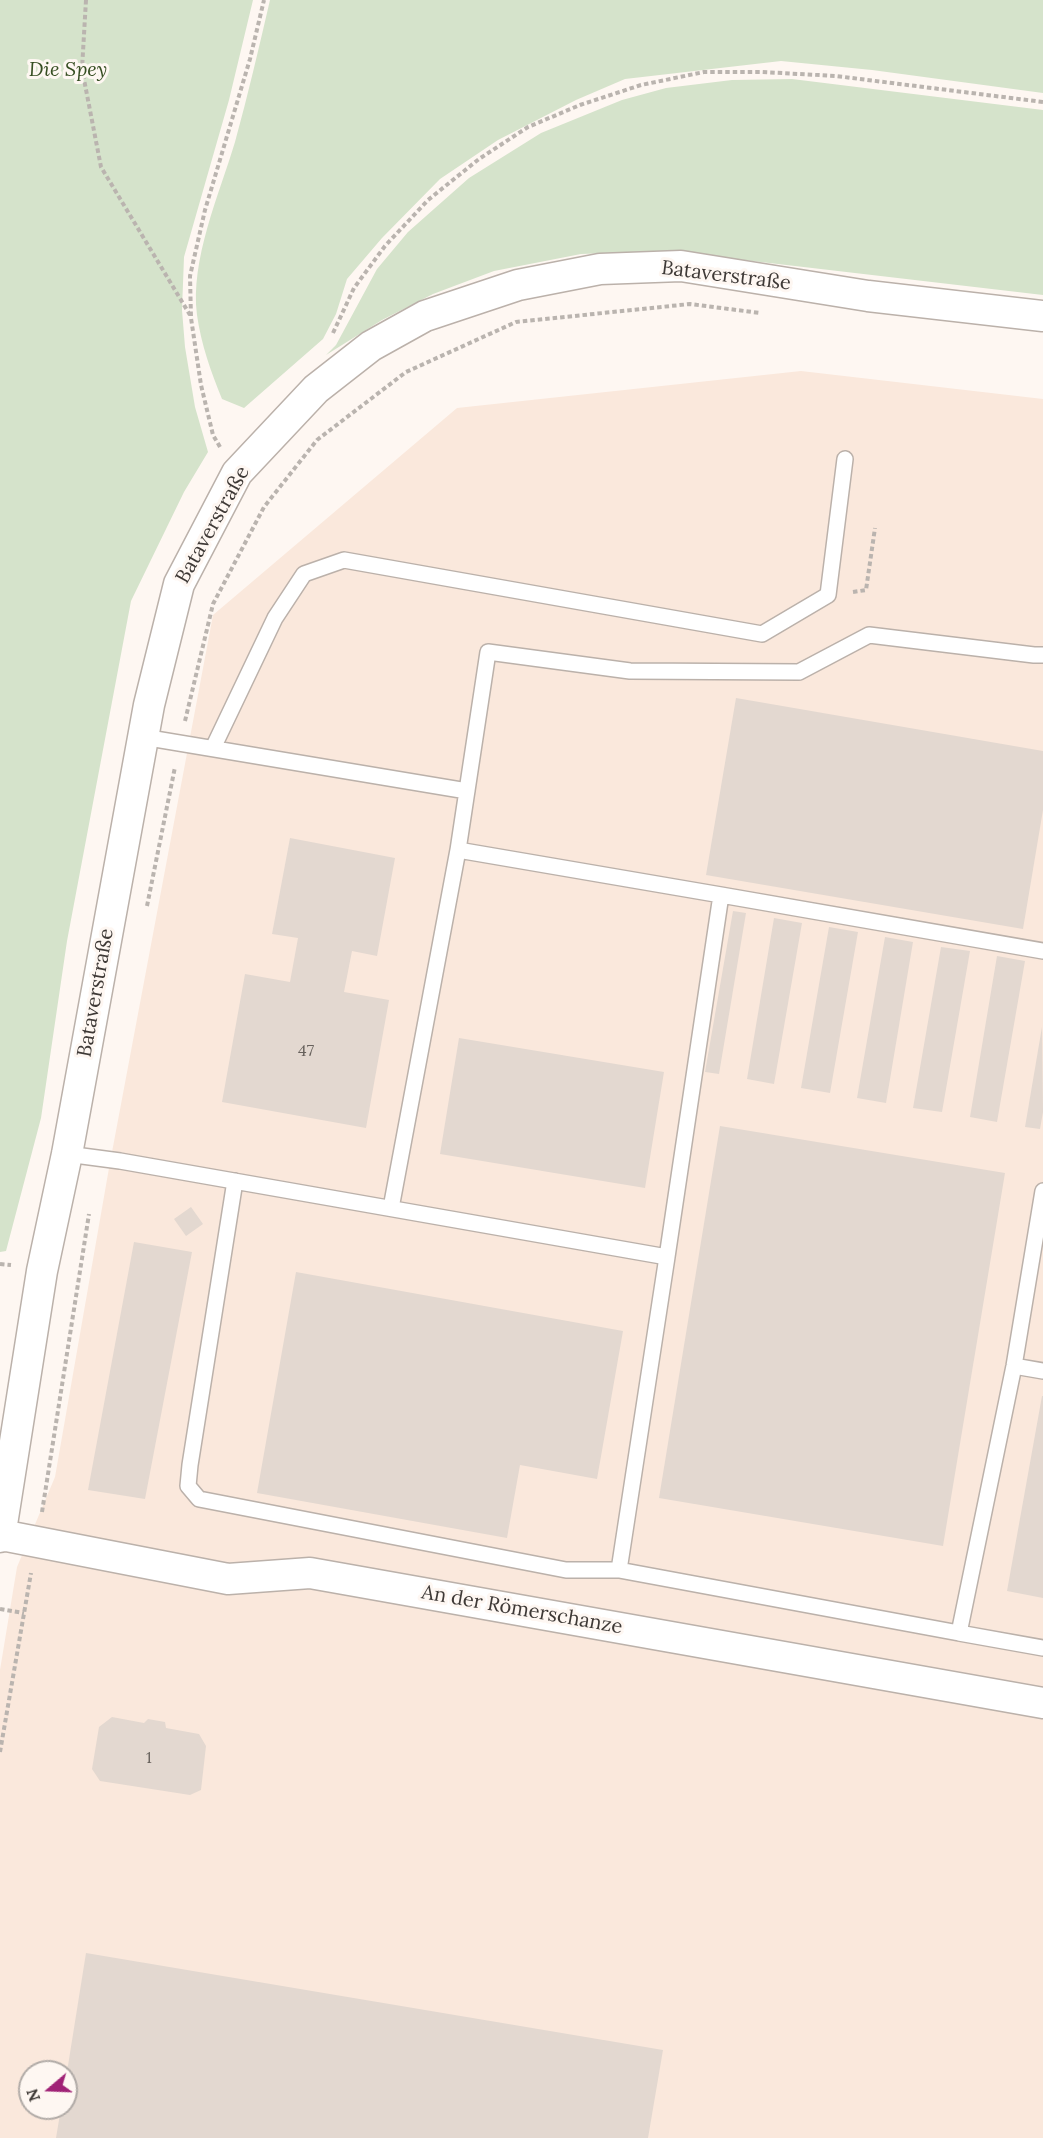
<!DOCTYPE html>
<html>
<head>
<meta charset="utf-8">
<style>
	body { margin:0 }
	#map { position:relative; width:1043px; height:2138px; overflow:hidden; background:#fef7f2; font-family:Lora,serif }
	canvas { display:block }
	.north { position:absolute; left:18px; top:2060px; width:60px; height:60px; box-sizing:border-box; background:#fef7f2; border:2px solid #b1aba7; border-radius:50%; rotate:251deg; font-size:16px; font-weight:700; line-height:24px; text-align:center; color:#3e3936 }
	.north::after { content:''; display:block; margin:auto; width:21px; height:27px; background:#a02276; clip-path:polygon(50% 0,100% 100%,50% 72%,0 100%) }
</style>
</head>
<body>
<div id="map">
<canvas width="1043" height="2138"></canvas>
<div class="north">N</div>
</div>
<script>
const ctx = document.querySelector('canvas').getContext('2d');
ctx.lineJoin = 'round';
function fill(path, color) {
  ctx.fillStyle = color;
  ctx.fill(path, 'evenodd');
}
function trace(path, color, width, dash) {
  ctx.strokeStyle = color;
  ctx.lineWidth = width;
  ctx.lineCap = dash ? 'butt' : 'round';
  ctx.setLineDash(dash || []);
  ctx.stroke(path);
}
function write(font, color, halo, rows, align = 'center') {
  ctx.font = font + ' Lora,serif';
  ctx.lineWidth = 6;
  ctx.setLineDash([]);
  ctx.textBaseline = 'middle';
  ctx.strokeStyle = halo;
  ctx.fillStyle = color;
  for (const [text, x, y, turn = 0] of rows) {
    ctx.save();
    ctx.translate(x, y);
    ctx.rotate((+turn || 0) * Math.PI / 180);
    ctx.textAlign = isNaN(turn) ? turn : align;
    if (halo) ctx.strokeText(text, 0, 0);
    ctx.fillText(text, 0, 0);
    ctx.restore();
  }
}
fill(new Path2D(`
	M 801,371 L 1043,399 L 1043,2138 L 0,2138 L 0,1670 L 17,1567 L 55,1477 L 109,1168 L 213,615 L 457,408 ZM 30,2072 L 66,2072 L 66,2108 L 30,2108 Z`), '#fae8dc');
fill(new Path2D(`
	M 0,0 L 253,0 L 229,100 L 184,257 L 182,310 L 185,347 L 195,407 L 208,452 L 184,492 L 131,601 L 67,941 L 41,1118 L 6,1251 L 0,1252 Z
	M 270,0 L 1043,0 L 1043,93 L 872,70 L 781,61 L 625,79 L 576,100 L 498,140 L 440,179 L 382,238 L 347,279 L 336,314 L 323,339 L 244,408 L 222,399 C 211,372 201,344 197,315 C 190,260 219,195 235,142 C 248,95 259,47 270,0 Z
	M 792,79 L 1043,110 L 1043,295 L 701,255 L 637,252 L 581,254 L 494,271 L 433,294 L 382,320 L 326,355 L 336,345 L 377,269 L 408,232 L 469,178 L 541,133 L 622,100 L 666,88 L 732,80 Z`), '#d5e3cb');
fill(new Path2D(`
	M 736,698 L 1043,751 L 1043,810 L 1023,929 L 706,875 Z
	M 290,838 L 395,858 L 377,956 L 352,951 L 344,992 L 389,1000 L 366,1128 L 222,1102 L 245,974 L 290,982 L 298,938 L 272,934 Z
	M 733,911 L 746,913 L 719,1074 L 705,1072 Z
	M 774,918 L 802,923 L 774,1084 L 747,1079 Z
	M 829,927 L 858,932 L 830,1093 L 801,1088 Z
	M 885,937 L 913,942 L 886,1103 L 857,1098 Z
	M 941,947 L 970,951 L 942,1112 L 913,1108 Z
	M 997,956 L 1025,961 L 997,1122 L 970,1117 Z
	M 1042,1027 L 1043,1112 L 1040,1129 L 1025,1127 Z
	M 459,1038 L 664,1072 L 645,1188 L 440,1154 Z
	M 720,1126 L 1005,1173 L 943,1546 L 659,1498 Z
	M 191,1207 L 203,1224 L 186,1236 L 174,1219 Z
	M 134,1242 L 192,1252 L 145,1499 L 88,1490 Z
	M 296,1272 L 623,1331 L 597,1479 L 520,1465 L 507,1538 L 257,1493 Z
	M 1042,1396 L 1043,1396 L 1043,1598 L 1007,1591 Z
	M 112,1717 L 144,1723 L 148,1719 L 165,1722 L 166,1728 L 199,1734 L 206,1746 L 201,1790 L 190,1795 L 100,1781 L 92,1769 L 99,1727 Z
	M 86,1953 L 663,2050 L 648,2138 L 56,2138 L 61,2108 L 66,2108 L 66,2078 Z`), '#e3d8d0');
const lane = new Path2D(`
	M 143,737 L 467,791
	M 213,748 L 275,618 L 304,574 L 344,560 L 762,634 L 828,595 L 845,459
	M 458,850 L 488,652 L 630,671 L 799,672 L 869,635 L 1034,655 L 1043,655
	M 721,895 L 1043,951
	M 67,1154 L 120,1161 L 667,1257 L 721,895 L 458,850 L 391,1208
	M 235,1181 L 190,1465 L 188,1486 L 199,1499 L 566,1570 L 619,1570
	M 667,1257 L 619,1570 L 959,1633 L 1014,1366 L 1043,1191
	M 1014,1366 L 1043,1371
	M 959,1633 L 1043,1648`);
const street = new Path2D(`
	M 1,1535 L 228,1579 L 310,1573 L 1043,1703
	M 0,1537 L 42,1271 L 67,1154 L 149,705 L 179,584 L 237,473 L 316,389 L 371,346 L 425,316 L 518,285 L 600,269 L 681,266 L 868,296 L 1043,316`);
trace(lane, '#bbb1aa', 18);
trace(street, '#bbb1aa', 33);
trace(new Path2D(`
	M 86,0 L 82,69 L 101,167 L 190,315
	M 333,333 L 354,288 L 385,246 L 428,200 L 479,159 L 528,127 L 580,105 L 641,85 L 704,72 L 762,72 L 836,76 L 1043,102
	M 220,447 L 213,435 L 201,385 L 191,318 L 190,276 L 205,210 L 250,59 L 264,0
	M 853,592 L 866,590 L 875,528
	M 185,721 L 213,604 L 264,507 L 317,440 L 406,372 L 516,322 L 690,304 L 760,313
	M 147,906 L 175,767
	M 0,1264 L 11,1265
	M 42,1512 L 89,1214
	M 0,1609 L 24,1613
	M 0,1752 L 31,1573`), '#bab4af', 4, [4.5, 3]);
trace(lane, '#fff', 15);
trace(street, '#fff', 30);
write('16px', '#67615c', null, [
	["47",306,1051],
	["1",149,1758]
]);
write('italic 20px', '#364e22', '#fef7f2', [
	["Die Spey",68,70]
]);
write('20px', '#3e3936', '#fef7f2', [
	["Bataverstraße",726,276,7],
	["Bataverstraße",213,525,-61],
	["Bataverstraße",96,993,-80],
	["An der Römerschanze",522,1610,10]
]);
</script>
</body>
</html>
════════
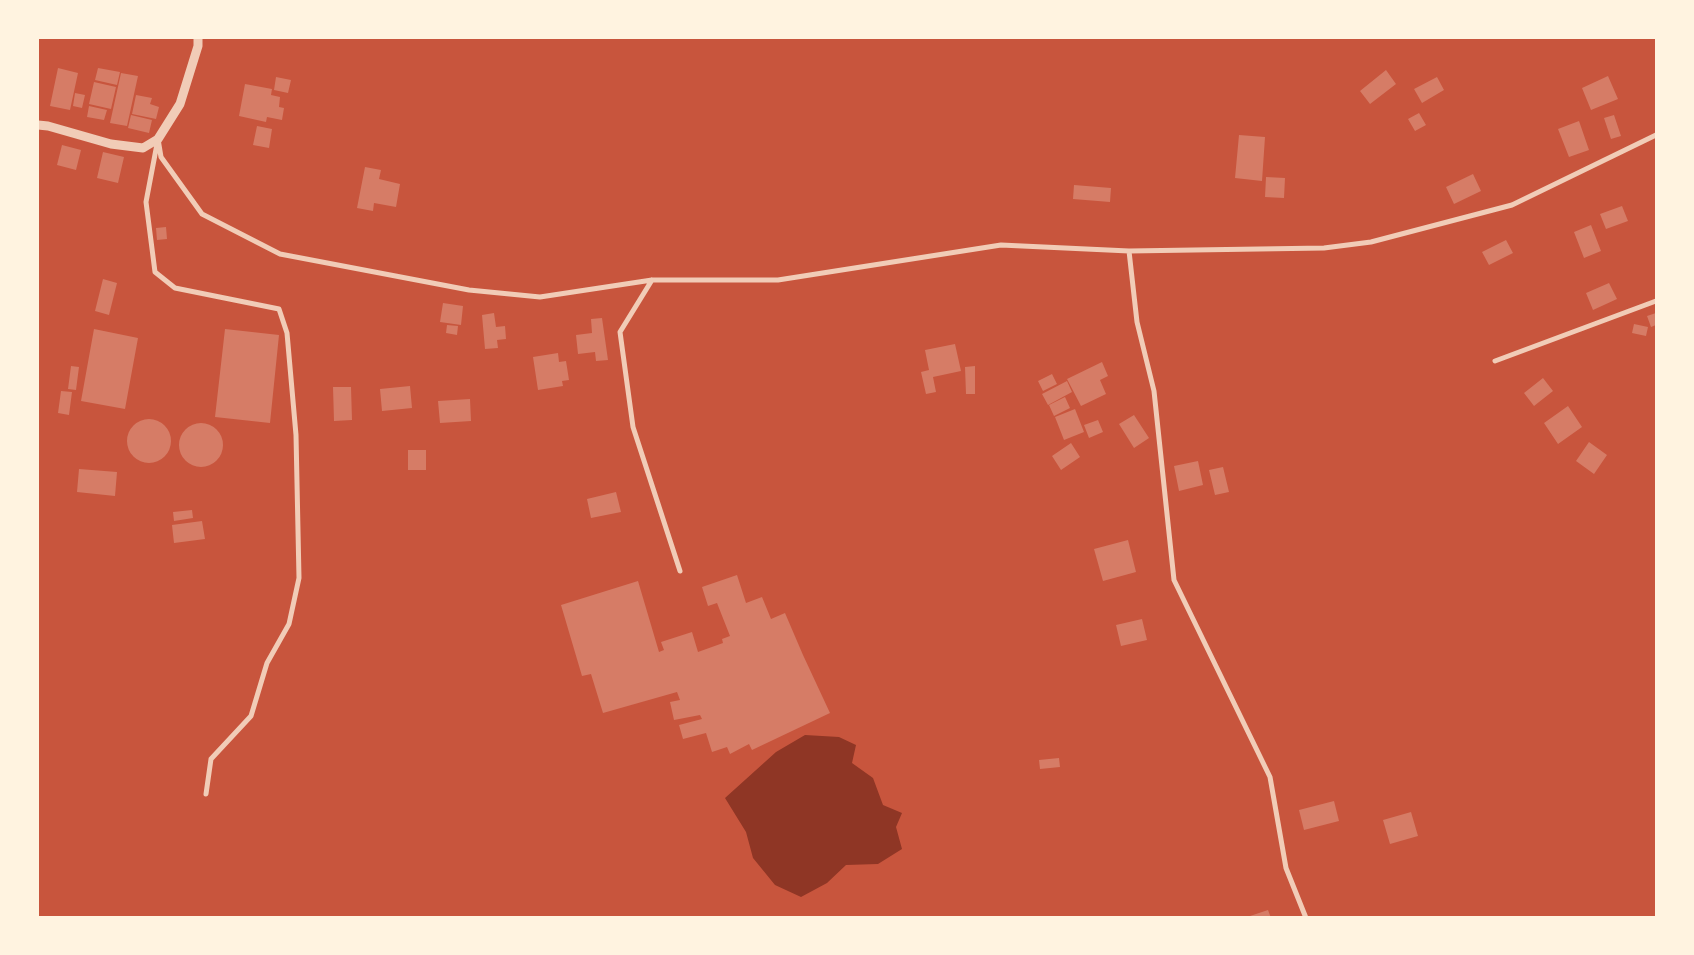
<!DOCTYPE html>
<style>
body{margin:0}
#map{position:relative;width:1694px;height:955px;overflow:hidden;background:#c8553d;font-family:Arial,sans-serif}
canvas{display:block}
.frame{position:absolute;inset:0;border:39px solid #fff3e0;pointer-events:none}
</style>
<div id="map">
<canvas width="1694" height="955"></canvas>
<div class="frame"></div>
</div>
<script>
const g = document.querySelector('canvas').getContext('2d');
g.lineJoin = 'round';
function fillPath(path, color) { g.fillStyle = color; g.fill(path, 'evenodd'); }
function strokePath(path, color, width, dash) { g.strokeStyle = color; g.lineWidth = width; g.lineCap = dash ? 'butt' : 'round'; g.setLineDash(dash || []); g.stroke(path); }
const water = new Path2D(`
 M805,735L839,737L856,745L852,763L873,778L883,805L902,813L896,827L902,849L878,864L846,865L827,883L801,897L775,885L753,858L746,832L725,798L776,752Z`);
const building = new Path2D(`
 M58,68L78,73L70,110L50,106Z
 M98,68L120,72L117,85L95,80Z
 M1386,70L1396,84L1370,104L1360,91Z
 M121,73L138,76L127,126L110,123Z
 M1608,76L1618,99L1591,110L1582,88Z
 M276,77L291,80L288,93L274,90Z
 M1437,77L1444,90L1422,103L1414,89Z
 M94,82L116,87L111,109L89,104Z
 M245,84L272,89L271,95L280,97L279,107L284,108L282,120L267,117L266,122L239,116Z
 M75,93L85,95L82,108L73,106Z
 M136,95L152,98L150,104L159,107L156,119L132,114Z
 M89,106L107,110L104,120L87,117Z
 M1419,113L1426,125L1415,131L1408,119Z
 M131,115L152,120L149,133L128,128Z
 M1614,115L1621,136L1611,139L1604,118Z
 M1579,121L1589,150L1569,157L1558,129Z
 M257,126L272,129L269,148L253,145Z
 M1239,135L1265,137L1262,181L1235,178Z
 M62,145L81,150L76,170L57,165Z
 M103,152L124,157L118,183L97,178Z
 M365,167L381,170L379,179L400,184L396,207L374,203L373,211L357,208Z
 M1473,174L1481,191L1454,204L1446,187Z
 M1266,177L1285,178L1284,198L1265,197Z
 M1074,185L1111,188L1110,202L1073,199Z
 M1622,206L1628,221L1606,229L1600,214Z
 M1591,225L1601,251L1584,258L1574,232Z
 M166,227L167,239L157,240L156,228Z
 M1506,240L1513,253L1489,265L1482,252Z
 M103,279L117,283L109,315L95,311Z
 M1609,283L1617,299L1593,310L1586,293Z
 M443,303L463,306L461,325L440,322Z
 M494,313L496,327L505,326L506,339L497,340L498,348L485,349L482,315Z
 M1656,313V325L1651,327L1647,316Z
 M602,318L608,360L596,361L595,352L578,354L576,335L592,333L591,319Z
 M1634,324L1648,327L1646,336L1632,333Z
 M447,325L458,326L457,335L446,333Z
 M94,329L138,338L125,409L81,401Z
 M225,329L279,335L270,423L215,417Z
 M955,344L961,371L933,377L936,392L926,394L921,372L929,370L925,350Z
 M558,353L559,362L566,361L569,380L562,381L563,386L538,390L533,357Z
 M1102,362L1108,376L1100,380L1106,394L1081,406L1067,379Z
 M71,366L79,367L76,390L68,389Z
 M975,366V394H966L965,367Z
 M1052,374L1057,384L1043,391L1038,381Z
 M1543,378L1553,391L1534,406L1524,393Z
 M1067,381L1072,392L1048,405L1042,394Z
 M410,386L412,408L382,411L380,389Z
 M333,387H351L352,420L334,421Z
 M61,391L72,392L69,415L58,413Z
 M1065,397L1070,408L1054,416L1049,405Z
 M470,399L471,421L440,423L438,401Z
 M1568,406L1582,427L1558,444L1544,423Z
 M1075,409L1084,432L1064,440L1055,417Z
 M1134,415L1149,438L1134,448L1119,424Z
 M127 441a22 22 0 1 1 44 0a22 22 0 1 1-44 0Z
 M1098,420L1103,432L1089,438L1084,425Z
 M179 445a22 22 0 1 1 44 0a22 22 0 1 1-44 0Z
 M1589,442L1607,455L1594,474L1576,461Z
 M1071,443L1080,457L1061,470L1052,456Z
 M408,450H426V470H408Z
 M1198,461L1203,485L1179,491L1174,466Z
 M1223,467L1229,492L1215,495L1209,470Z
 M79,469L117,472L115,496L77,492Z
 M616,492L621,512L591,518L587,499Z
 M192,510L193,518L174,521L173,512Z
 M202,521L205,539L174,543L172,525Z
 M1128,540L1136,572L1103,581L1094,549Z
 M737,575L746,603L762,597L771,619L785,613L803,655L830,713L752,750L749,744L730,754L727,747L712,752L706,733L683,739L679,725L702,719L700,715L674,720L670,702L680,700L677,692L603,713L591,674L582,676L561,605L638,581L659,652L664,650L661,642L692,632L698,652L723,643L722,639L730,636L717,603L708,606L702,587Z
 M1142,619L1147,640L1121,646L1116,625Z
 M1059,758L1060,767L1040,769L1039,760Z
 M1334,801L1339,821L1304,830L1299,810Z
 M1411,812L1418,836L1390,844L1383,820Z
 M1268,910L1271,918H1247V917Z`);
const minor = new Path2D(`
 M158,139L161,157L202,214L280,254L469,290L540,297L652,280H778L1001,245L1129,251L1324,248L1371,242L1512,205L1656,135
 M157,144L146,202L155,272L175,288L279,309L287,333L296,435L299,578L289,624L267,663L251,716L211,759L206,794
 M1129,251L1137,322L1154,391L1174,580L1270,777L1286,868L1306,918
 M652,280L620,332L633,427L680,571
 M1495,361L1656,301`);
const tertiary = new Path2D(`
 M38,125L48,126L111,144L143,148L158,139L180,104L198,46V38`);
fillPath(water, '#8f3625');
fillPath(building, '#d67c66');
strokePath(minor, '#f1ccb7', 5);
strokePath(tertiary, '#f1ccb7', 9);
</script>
════════
## Required action
Taking the lines above, repeat exactly those from the line that contains "ctx.rotate((+turn || 0) * Math.PI / 180);" through the line that contains "M 235,1181 L", and both of those lines as well. Include nothing else.

## Written solution
    ctx.rotate((+turn || 0) * Math.PI / 180);
    ctx.textAlign = isNaN(turn) ? turn : align;
    if (halo) ctx.strokeText(text, 0, 0);
    ctx.fillText(text, 0, 0);
    ctx.restore();
  }
}
fill(new Path2D(`
	M 801,371 L 1043,399 L 1043,2138 L 0,2138 L 0,1670 L 17,1567 L 55,1477 L 109,1168 L 213,615 L 457,408 ZM 30,2072 L 66,2072 L 66,2108 L 30,2108 Z`), '#fae8dc');
fill(new Path2D(`
	M 0,0 L 253,0 L 229,100 L 184,257 L 182,310 L 185,347 L 195,407 L 208,452 L 184,492 L 131,601 L 67,941 L 41,1118 L 6,1251 L 0,1252 Z
	M 270,0 L 1043,0 L 1043,93 L 872,70 L 781,61 L 625,79 L 576,100 L 498,140 L 440,179 L 382,238 L 347,279 L 336,314 L 323,339 L 244,408 L 222,399 C 211,372 201,344 197,315 C 190,260 219,195 235,142 C 248,95 259,47 270,0 Z
	M 792,79 L 1043,110 L 1043,295 L 701,255 L 637,252 L 581,254 L 494,271 L 433,294 L 382,320 L 326,355 L 336,345 L 377,269 L 408,232 L 469,178 L 541,133 L 622,100 L 666,88 L 732,80 Z`), '#d5e3cb');
fill(new Path2D(`
	M 736,698 L 1043,751 L 1043,810 L 1023,929 L 706,875 Z
	M 290,838 L 395,858 L 377,956 L 352,951 L 344,992 L 389,1000 L 366,1128 L 222,1102 L 245,974 L 290,982 L 298,938 L 272,934 Z
	M 733,911 L 746,913 L 719,1074 L 705,1072 Z
	M 774,918 L 802,923 L 774,1084 L 747,1079 Z
	M 829,927 L 858,932 L 830,1093 L 801,1088 Z
	M 885,937 L 913,942 L 886,1103 L 857,1098 Z
	M 941,947 L 970,951 L 942,1112 L 913,1108 Z
	M 997,956 L 1025,961 L 997,1122 L 970,1117 Z
	M 1042,1027 L 1043,1112 L 1040,1129 L 1025,1127 Z
	M 459,1038 L 664,1072 L 645,1188 L 440,1154 Z
	M 720,1126 L 1005,1173 L 943,1546 L 659,1498 Z
	M 191,1207 L 203,1224 L 186,1236 L 174,1219 Z
	M 134,1242 L 192,1252 L 145,1499 L 88,1490 Z
	M 296,1272 L 623,1331 L 597,1479 L 520,1465 L 507,1538 L 257,1493 Z
	M 1042,1396 L 1043,1396 L 1043,1598 L 1007,1591 Z
	M 112,1717 L 144,1723 L 148,1719 L 165,1722 L 166,1728 L 199,1734 L 206,1746 L 201,1790 L 190,1795 L 100,1781 L 92,1769 L 99,1727 Z
	M 86,1953 L 663,2050 L 648,2138 L 56,2138 L 61,2108 L 66,2108 L 66,2078 Z`), '#e3d8d0');
const lane = new Path2D(`
	M 143,737 L 467,791
	M 213,748 L 275,618 L 304,574 L 344,560 L 762,634 L 828,595 L 845,459
	M 458,850 L 488,652 L 630,671 L 799,672 L 869,635 L 1034,655 L 1043,655
	M 721,895 L 1043,951
	M 67,1154 L 120,1161 L 667,1257 L 721,895 L 458,850 L 391,1208
	M 235,1181 L 190,1465 L 188,1486 L 199,1499 L 566,1570 L 619,1570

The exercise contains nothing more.